Logic, quantum theory and natural language meaning (all in pictures) Department of Computer Science Oxford University, UK We introduce the idea of a process theory, as developed in the textbook [1]. The mathematical underpinning is entirely diagrammatic, in fact, it's category theory in disguise, although accessible pretty much to anyone who has a brain. Conceptually, it involves a logical stance that focusses on the interactions rather than on the description of the individual.

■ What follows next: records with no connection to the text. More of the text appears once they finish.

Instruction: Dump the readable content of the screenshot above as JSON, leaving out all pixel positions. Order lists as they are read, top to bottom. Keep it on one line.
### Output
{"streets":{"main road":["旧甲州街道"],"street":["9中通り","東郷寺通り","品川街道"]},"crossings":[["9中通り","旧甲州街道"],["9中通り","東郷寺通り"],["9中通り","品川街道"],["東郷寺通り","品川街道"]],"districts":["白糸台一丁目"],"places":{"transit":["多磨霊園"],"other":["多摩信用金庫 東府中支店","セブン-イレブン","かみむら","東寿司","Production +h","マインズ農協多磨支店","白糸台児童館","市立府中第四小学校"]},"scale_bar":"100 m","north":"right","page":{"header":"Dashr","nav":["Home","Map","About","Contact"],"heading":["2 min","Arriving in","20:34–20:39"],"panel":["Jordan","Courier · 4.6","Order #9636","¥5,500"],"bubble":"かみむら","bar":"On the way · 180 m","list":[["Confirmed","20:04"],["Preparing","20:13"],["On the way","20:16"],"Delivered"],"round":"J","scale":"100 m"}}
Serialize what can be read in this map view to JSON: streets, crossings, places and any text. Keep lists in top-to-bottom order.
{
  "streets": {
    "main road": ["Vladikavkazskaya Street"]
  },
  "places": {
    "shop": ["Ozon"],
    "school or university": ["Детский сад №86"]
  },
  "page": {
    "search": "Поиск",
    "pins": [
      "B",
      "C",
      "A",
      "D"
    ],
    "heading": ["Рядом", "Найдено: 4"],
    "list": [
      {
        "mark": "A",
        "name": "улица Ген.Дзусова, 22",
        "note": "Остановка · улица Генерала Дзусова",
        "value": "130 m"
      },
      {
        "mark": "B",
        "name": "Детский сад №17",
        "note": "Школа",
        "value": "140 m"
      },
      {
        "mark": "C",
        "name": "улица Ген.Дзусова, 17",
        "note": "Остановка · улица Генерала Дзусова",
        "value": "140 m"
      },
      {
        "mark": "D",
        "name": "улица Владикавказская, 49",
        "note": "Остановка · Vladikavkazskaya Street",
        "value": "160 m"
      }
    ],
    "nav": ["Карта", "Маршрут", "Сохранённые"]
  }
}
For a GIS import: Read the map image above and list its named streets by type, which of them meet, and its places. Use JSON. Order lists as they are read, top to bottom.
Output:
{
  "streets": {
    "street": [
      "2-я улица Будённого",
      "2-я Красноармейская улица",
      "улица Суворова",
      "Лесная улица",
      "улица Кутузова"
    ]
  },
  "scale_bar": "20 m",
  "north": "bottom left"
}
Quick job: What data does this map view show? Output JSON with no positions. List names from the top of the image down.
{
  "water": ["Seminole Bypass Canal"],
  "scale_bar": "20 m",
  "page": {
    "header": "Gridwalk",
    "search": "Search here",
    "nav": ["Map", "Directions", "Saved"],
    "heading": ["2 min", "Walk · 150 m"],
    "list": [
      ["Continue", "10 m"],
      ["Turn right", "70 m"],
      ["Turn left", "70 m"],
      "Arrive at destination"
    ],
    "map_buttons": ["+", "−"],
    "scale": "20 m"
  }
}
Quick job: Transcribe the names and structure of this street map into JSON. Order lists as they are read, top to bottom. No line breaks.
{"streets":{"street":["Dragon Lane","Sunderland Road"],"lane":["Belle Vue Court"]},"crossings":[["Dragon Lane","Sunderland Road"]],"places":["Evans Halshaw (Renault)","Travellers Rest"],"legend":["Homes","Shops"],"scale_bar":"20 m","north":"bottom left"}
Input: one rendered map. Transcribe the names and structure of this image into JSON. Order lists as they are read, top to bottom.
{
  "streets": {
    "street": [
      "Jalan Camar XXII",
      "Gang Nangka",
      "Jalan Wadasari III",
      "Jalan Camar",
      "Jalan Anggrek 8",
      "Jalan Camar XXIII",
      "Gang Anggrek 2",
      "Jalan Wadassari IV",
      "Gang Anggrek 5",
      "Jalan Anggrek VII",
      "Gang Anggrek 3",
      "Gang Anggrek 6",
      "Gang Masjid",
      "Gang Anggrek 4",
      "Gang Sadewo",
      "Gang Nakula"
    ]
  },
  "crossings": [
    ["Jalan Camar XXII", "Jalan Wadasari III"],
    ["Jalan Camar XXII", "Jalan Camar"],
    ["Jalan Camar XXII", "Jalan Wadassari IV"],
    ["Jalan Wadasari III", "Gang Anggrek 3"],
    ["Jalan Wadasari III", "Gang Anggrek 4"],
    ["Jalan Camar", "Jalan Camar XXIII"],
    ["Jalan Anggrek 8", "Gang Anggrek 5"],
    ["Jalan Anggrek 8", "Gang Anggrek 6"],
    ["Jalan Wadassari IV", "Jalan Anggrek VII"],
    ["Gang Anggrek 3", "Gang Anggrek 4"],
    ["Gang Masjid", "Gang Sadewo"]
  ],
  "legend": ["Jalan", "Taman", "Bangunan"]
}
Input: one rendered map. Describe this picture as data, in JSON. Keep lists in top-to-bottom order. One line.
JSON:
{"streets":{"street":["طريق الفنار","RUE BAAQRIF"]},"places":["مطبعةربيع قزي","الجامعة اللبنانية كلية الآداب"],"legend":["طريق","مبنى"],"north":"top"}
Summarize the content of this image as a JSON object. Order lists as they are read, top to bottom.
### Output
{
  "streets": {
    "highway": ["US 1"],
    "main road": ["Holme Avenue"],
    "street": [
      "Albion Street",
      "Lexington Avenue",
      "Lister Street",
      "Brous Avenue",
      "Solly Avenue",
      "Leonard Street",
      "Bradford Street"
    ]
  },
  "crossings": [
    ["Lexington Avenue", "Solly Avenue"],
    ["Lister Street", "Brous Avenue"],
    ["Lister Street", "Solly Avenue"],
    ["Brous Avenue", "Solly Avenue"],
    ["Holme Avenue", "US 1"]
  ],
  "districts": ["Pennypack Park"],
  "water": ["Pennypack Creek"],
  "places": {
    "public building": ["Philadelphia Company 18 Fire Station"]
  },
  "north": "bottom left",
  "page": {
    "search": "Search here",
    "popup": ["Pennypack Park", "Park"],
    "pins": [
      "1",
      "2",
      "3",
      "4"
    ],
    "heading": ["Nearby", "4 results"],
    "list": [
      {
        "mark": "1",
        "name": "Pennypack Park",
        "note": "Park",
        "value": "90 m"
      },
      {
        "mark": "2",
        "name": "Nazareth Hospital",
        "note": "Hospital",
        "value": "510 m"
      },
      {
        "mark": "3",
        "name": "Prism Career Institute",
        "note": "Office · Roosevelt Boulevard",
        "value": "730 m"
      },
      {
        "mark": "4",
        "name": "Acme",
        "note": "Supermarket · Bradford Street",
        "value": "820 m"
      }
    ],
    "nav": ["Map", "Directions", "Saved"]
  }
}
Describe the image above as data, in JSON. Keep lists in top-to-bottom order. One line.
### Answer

It's successes so far are a highlevel conceptual underpinning for quantum theory [2,1], as well a framework to reason about meaning in natural language, solving the open problem on how to compute the meaning (not just true or false!) of a sentence given the meaning of its words [3, 2, 4]. This course has no prerequisites except maybe a little bit of linear algebra and an open mind, so in particular no background in quantum theory, nor category theory are required. A Long version is annually given at Oxford University as a first course both on diagrammatic reasoning and quantum computing. After the course you will for example know what quantum teleportation, quantum nonlocality, and quantum algorithms are about. And also how powerful diagrammatic reasoning is. You will also understand how meaning of words in natural language becomes meaning of sentences.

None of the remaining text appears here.